▶ What to produce: Although the records contain pictures, only their text should be repeated, exactly as it stands.

▶ Data for this exercise:
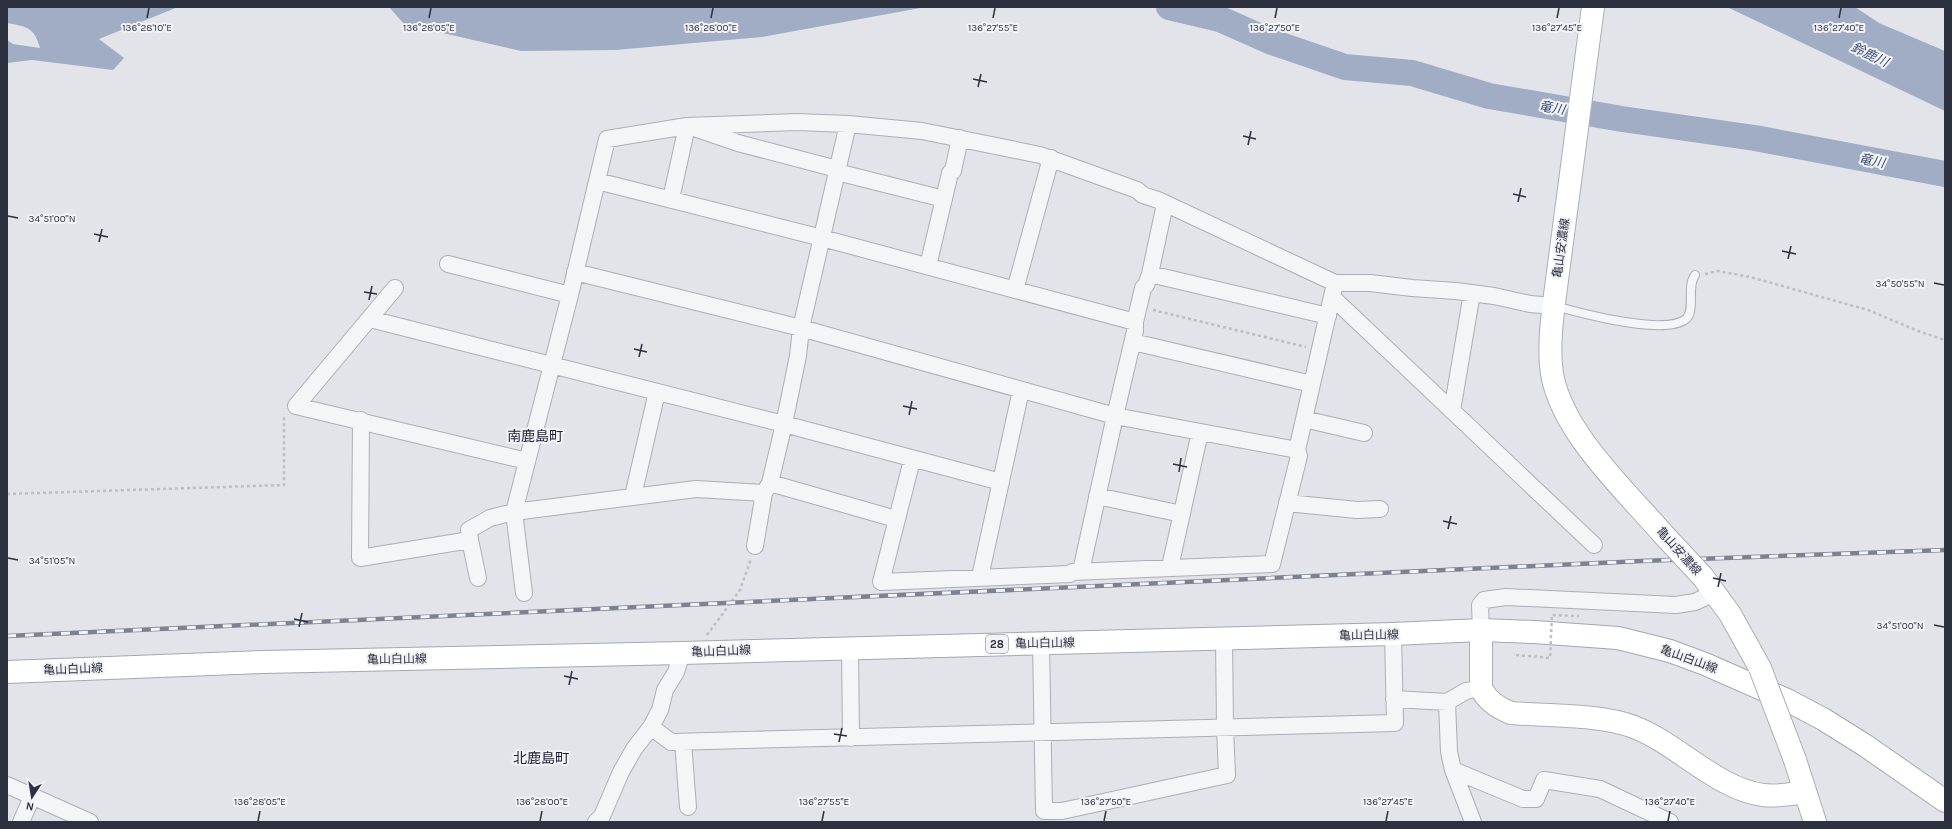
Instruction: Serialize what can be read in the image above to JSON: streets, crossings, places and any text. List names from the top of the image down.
{
  "streets": {
    "main road": ["亀山安濃線", "亀山白山線", "28"]
  },
  "districts": ["南鹿島町", "北鹿島町"],
  "water": ["鈴鹿川", "竜川"],
  "north": "bottom",
  "coordinates": [
    "136°28'10\"E",
    "136°28'05\"E",
    "136°28'00\"E",
    "136°27'55\"E",
    "136°27'50\"E",
    "136°27'45\"E",
    "136°27'40\"E",
    "34°51'00\"N",
    "34°50'55\"N",
    "34°51'05\"N"
  ]
}
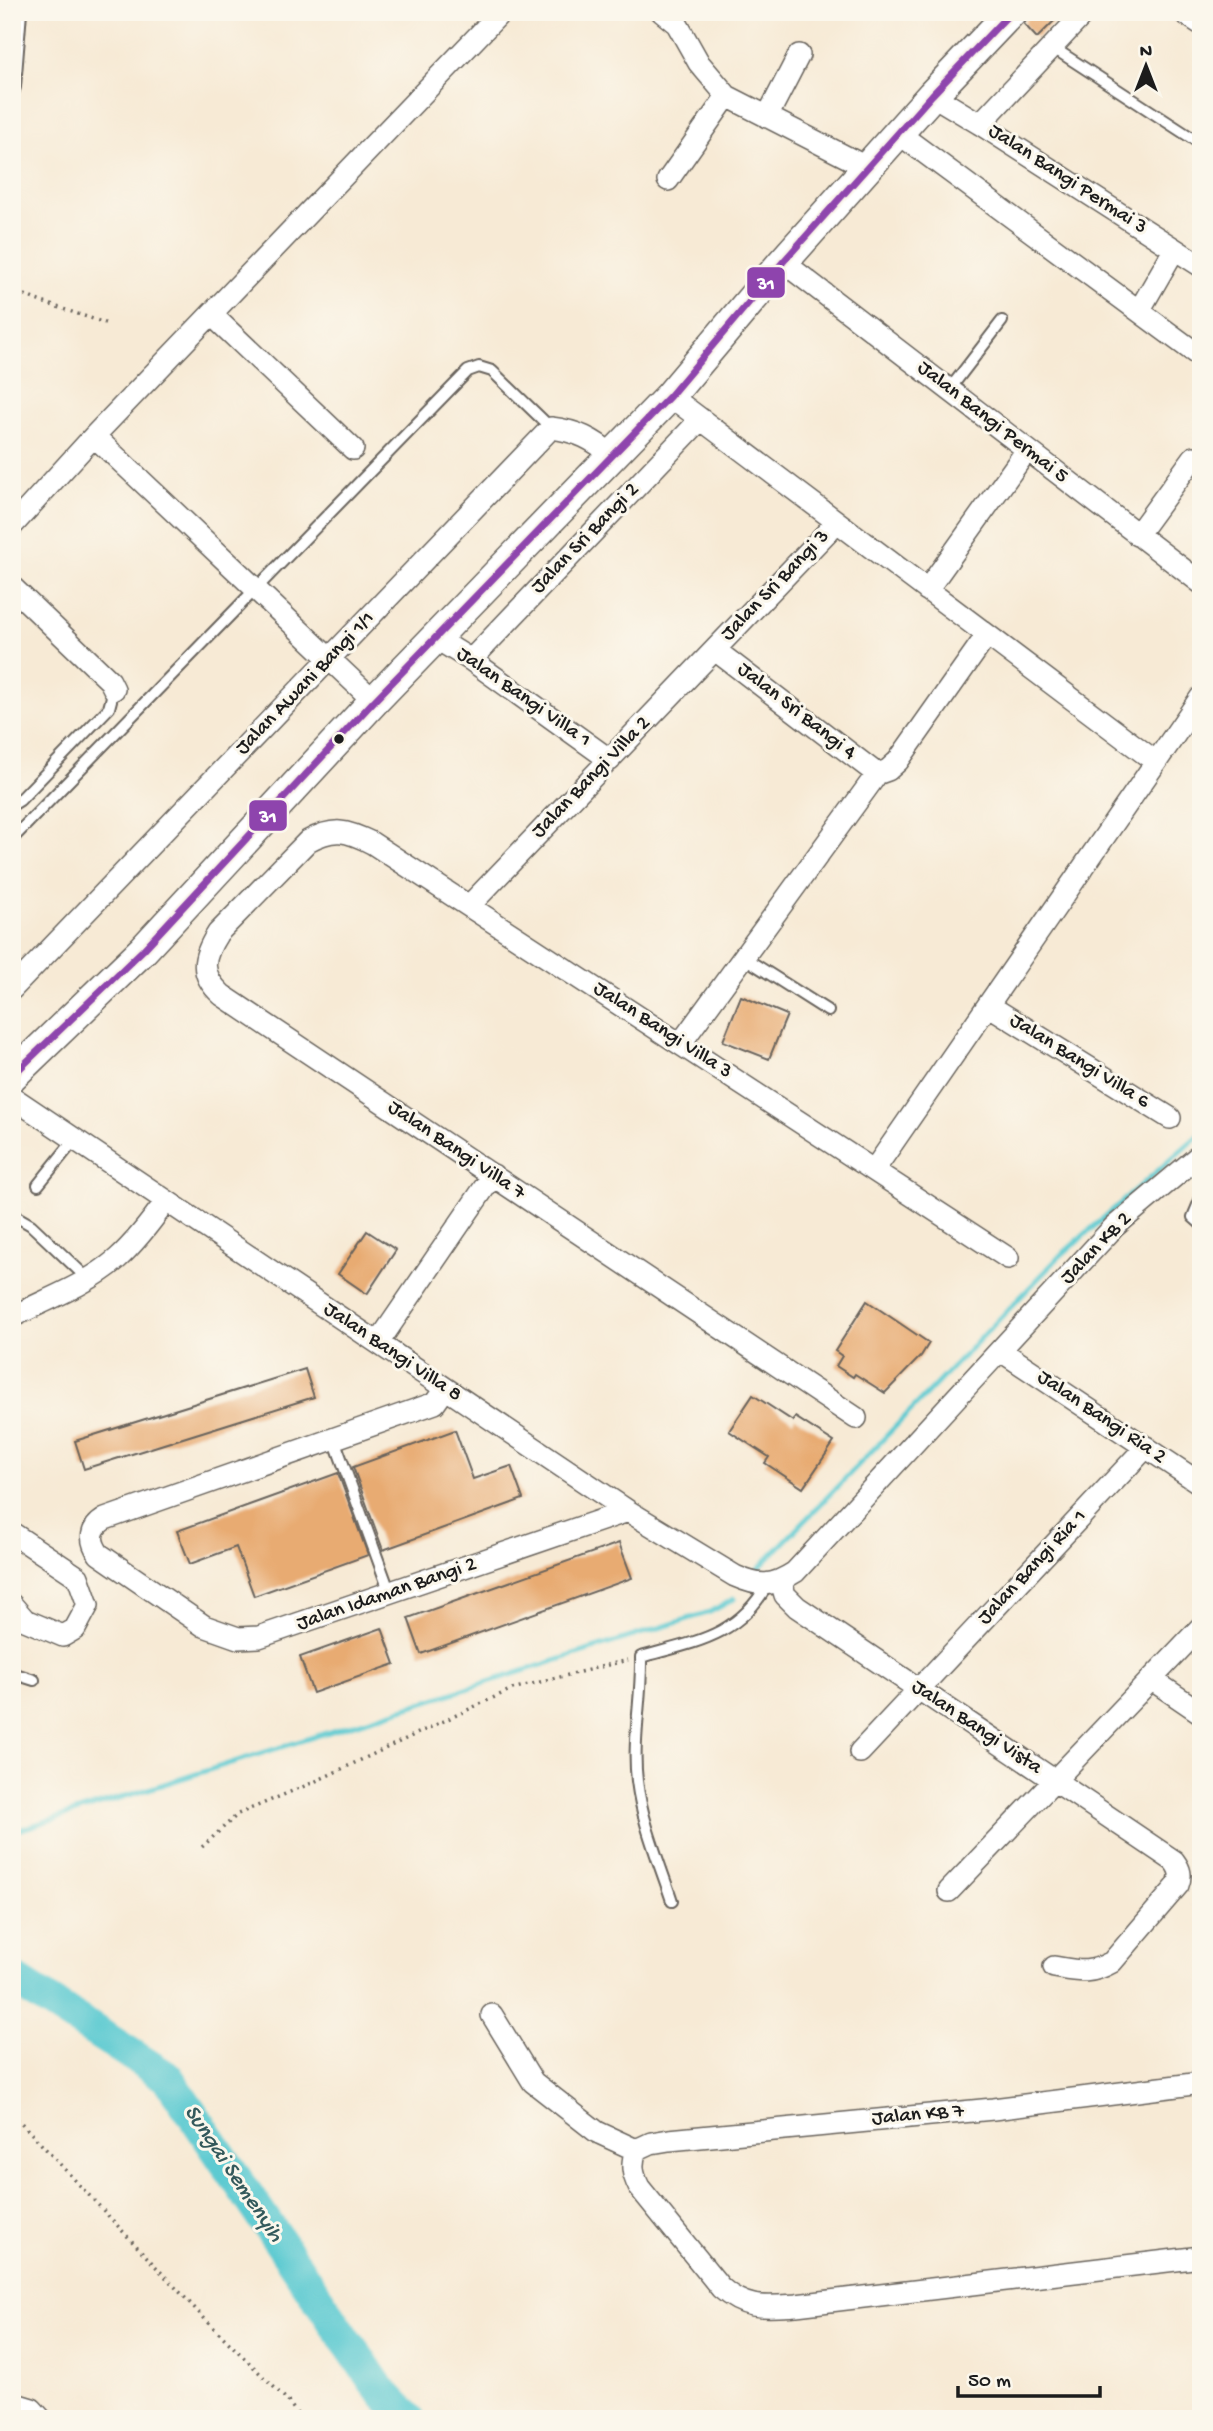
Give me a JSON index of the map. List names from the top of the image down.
{
  "streets": {
    "street": [
      "Jalan Bangi Permai 3",
      "Jalan Bangi Permai 5",
      "Jalan Sri Bangi 2",
      "Jalan Sri Bangi 3",
      "Jalan Awani Bangi 1/1",
      "Jalan Bangi Villa 1",
      "Jalan Sri Bangi 4",
      "Jalan Bangi Villa 2",
      "Jalan Bangi Villa 3",
      "Jalan Bangi Villa 6",
      "Jalan Bangi Villa 7",
      "Jalan KB 2",
      "Jalan Bangi Villa 8",
      "Jalan Bangi Ria 2",
      "Jalan Bangi Ria 1",
      "Jalan Idaman Bangi 2",
      "Jalan Bangi Vista",
      "Jalan KB 7"
    ]
  },
  "crossings": [
    ["Jalan Sri Bangi 2", "Jalan Bangi Villa 1"],
    ["Jalan Sri Bangi 3", "Jalan Sri Bangi 4"],
    ["Jalan Sri Bangi 3", "Jalan Bangi Villa 2"],
    ["Jalan Bangi Villa 1", "Jalan Bangi Villa 2"],
    ["Jalan Sri Bangi 4", "Jalan Bangi Villa 2"],
    ["Jalan Bangi Villa 2", "Jalan Bangi Villa 3"],
    ["Jalan Bangi Villa 3", "Jalan Bangi Villa 7"],
    ["Jalan KB 2", "Jalan Bangi Villa 8"],
    ["Jalan KB 2", "Jalan Bangi Ria 2"],
    ["Jalan KB 2", "Jalan Bangi Vista"],
    ["Jalan Bangi Villa 8", "Jalan Idaman Bangi 2"],
    ["Jalan Bangi Villa 8", "Jalan Bangi Vista"],
    ["Jalan Bangi Ria 2", "Jalan Bangi Ria 1"],
    ["Jalan Bangi Ria 1", "Jalan Bangi Vista"]
  ],
  "water": ["Sungai Semenyih"],
  "lines": ["transit line 31"],
  "scale_bar": "50 m",
  "north": "top"
}
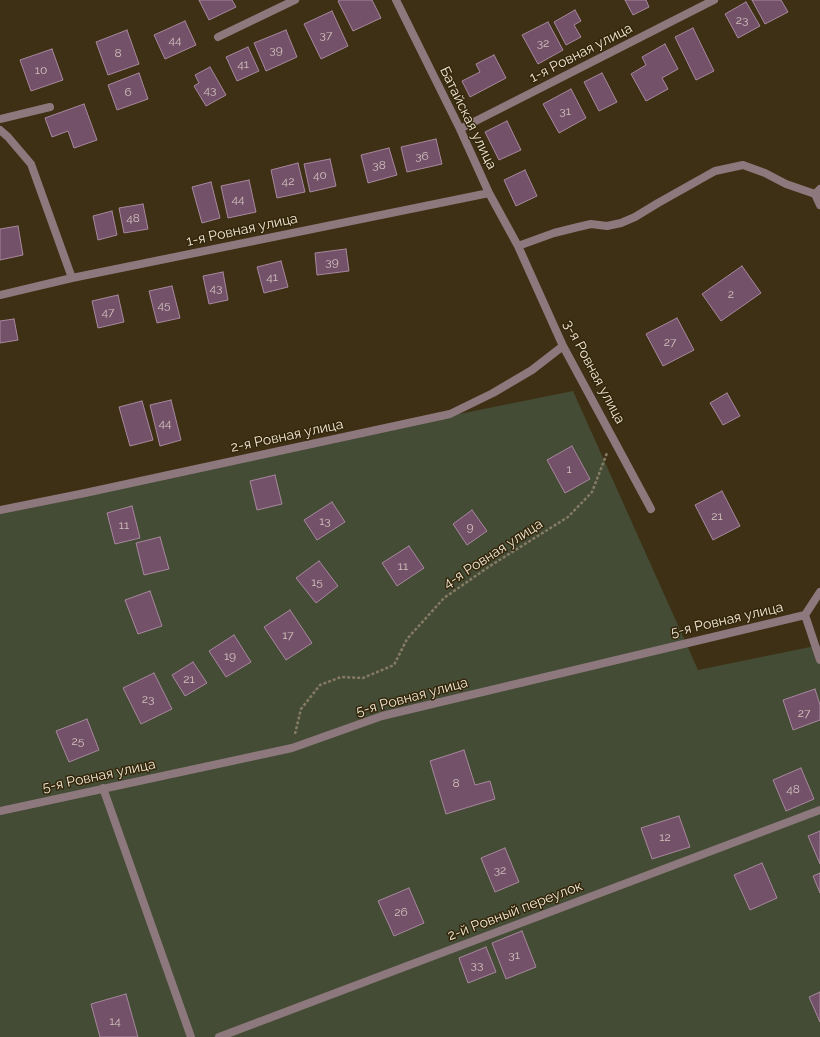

▶ Problem solution:
Instruction: Serialize what can be read in the image above to JSON: streets, crossings, places and any text. List names from the top of the image down.
{
  "streets": {
    "main road": ["亀山安濃線", "亀山白山線", "28"]
  },
  "districts": ["南鹿島町", "北鹿島町"],
  "water": ["鈴鹿川", "竜川"],
  "north": "bottom",
  "coordinates": [
    "136°28'10\"E",
    "136°28'05\"E",
    "136°28'00\"E",
    "136°27'55\"E",
    "136°27'50\"E",
    "136°27'45\"E",
    "136°27'40\"E",
    "34°51'00\"N",
    "34°50'55\"N",
    "34°51'05\"N"
  ]
}
Give me a JSON index of the map. List names from the top of the image down.
{
  "streets": {
    "street": [
      "Jalan Bangi Permai 3",
      "Jalan Bangi Permai 5",
      "Jalan Sri Bangi 2",
      "Jalan Sri Bangi 3",
      "Jalan Awani Bangi 1/1",
      "Jalan Bangi Villa 1",
      "Jalan Sri Bangi 4",
      "Jalan Bangi Villa 2",
      "Jalan Bangi Villa 3",
      "Jalan Bangi Villa 6",
      "Jalan Bangi Villa 7",
      "Jalan KB 2",
      "Jalan Bangi Villa 8",
      "Jalan Bangi Ria 2",
      "Jalan Bangi Ria 1",
      "Jalan Idaman Bangi 2",
      "Jalan Bangi Vista",
      "Jalan KB 7"
    ]
  },
  "crossings": [
    ["Jalan Sri Bangi 2", "Jalan Bangi Villa 1"],
    ["Jalan Sri Bangi 3", "Jalan Sri Bangi 4"],
    ["Jalan Sri Bangi 3", "Jalan Bangi Villa 2"],
    ["Jalan Bangi Villa 1", "Jalan Bangi Villa 2"],
    ["Jalan Sri Bangi 4", "Jalan Bangi Villa 2"],
    ["Jalan Bangi Villa 2", "Jalan Bangi Villa 3"],
    ["Jalan Bangi Villa 3", "Jalan Bangi Villa 7"],
    ["Jalan KB 2", "Jalan Bangi Villa 8"],
    ["Jalan KB 2", "Jalan Bangi Ria 2"],
    ["Jalan KB 2", "Jalan Bangi Vista"],
    ["Jalan Bangi Villa 8", "Jalan Idaman Bangi 2"],
    ["Jalan Bangi Villa 8", "Jalan Bangi Vista"],
    ["Jalan Bangi Ria 2", "Jalan Bangi Ria 1"],
    ["Jalan Bangi Ria 1", "Jalan Bangi Vista"]
  ],
  "water": ["Sungai Semenyih"],
  "lines": ["transit line 31"],
  "scale_bar": "50 m",
  "north": "top"
}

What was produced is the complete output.